A mass uprising in Myanmar against a February military putsch has been met with a brutal crackdown which has killed more than 870 civilians, according to an area monitoring group.

Protesters in the united states on Saturday donned flowers within their hair - long a signature Aung San Suu Kyi look - to mark the birthday of the democracy icon, who turned 76 under junta house arrest.

Many replicated the floral hairstyle and uploaded pictures onto social media, from a former beauty queen to rebel soldiers.
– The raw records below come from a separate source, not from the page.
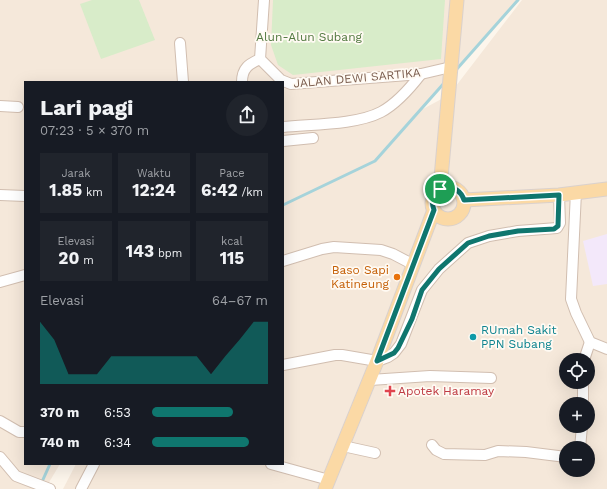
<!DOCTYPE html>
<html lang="id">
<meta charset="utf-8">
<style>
:root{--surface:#171b24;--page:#20242c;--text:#f1f3f6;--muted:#9ea1a6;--accent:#0f766e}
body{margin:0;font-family:"Work Sans",sans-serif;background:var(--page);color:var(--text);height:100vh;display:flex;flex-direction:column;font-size:15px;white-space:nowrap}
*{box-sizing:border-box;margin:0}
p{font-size:13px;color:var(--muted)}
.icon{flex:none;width:22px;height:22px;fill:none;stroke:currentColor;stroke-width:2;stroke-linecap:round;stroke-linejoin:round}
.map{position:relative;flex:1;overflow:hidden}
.details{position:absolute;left:24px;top:81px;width:260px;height:384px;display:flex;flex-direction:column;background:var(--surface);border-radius:0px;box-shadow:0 4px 16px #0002}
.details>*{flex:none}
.tools{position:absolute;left:559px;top:353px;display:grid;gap:8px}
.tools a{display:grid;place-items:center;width:36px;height:36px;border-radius:50%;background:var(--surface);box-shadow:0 4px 16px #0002;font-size:20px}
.pin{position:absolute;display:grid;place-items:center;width:34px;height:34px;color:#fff;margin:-17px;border:2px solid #fff;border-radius:50%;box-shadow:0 1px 4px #0007}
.round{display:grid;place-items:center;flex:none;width:42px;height:42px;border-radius:21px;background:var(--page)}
.headline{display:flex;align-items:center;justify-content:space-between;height:68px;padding:0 16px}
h1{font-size:22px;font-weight:700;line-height:30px}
.stats{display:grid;grid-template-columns:repeat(3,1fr);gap:6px;height:68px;padding:4px 16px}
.stats div{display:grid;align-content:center;border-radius:0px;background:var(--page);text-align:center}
.stats b{font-size:17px;font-weight:700}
.stats small{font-size:11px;font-weight:400}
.stats p{font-size:11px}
.chart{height:112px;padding:8px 16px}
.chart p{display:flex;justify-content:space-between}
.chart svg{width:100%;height:72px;margin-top:4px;fill:var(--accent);opacity:.7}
ul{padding:0 16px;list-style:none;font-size:13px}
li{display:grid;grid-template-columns:64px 48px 1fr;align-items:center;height:30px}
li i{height:10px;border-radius:5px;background:var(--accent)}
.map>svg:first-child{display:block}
</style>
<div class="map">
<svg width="607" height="489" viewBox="0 0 607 489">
<rect width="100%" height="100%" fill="#fdf6ec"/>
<path fill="#f5e8da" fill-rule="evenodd" d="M0,0H518L421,110L449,95L522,0H607V489H63L76,464H283V82H25V464H60L45,489H0ZM566,360H588V382H566ZM566,404H588V426H566ZM566,448H588V470H566Z"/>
<path fill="#f3e8fa" d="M607,234V284L593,286L583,241Z"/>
<g fill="#d8ecc9">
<path d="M92,0H139L155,40L101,59L80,4Z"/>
<path d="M273,0H445L441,59L293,75L278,65L271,45Z"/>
</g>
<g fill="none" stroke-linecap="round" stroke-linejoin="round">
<g stroke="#a5d3da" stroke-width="3">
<path d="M456,70L518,0"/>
<path d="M283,205L375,161L445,82"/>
<path d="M41,484L50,464"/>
</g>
<g stroke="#d1beb0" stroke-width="12">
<g id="minor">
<path d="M264,0L260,59L281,80L291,84L421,74L451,67"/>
<path d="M180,43L183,82"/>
<path d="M242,82C242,68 249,64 260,59"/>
<path d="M0,106L18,107"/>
<path d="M283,127C312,124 356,125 381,112C396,104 411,87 421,74"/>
<path d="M283,141L313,138"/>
<path d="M576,192L571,299L576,313L590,342L607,349"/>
<path d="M0,195L25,196"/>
<path d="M283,261L322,249L334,247L381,250L393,254L414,265"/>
<path d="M0,282L25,275"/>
<path d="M584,360L590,342"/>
<path d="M283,365L335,355H342L377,361L388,357L394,353L401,344L422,290L439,269L468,243L489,236L518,231L557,228L560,223L559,195"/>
<path d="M370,380L430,376L491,378"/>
<path d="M583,404V382"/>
<path d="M0,421L19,432H25"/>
<path d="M432,445L436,450L444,454L485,455L498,451L526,452L566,457"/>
<path d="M343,446L375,453"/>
<path d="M580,448L582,426"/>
<path d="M0,457L16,476L50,489"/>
<path d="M271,464L329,480"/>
<path d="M81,489L94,464"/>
</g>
</g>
<g stroke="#dad1cd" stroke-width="15">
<g id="major">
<circle cx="448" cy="203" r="16"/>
<path d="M440,189L457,0"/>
<path d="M464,200L559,195L607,189"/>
<path d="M325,489L377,361L434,210"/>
</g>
</g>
<use href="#minor" stroke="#fff" stroke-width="10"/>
<use href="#major" stroke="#fbd9a5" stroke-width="13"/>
</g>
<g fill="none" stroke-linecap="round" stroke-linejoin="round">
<g stroke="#fff" stroke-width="8">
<path id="route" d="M445,187C455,187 461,191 464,200L559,195L558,226L554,229L518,231L489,236L468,243L439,269L422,290L412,319L398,348L394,353L377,361L434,210C430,199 434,191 445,187Z"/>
</g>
<use href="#route" stroke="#0f766e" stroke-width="5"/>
</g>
<circle fill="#e8710a" stroke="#fffaf3" stroke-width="1.5" cx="397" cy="277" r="4"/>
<circle fill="#0f9aa8" stroke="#fffaf3" stroke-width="1.5" cx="473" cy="337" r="4"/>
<path fill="#e0444e" stroke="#fffaf3" stroke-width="1.5" d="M388 385h4v4h4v4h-4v4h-4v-4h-4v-4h4z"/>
<g text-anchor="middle" stroke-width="3.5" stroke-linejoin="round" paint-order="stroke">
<g font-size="12" fill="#537a41" stroke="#fffaf3">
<text x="309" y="41">Alun-Alun Subang</text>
</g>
<g font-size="12" fill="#7a5c4d" stroke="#fffaf3">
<text transform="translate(357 78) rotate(-5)" y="4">JALAN DEWI SARTIKA</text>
</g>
<g font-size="12" fill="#c56008" stroke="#fffaf3" text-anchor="end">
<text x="389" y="274">Baso Sapi<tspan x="389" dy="14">Katineung</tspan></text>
</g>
<g font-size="12" fill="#0d838f" stroke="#fffaf3" text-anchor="start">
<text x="481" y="334">RUmah Sakit<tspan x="481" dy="14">PPN Subang</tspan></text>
</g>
<g font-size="12" fill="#be3a42" stroke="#fffaf3" text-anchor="start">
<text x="398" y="395">Apotek Haramay</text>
</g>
</g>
</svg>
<div class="tools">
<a><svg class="icon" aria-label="locate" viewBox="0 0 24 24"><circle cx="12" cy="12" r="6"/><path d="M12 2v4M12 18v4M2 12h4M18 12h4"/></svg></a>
<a>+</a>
<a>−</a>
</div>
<div class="pin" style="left:440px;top:189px;background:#1e9e55"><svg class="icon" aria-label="arrive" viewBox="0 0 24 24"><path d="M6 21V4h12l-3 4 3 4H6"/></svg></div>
<section class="details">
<div class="headline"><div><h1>Lari pagi</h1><p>07:23 · 5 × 370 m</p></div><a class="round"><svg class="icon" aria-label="share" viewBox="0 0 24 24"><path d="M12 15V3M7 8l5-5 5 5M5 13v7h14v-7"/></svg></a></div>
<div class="stats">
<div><p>Jarak</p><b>1.85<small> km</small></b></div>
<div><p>Waktu</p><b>12:24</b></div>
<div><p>Pace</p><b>6:42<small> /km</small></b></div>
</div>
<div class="stats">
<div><p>Elevasi</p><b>20<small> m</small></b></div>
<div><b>143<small> bpm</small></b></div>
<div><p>kcal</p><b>115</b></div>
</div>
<div class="chart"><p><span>Elevasi</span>64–67 m</p>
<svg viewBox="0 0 160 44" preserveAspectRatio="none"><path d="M0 44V6L10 17L20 38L30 38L40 38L50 27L60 27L70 27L80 27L90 27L100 27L110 27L120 38L130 27L140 17L150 6L160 6V44z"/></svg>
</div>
<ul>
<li><b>370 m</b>6:53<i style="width:70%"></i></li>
<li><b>740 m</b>6:34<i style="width:84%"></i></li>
</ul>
</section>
</div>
Aung San Suu Kyi told her lawyers "to mention her thanks and share her wishes for the people", her legal professional Khin Maung Zaw told reporters after the court hearing Monday.

She added that she was "in good health".

The hearing heard testimony that Aung San Suu Kyi broke coronavirus restrictions during last year's elections that her National League for Democracy (NLD) party won in a landslide, and illegally imported walkie-talkies.

Journalists were barred from the proceedings in the special court in the administrative centre Naypyidaw and an AFP reporter said there is a heavy police presence outside.

Brief meetings with her legal team have already been the only channel to the exterior world for Aung San Suu Kyi - who remains widely popular in Myanmar - since she was detained in February.

Last month she used her first in-person court appearance to voice defiance against the junta, affirming that her NLD party would "exist as long as people exist because it was founded for people".

Junta leader Min Aung Hlaing has justified his power grab by citing alleged electoral fraud in the November poll and has threatened to dissolve the NLD.

Aung San Suu Kyi's lawyers have said they expect the trial to summary by Jul 26.

The other charges against her include claims that she accepted against the law payments of gold and violated a colonial-era secrecy law.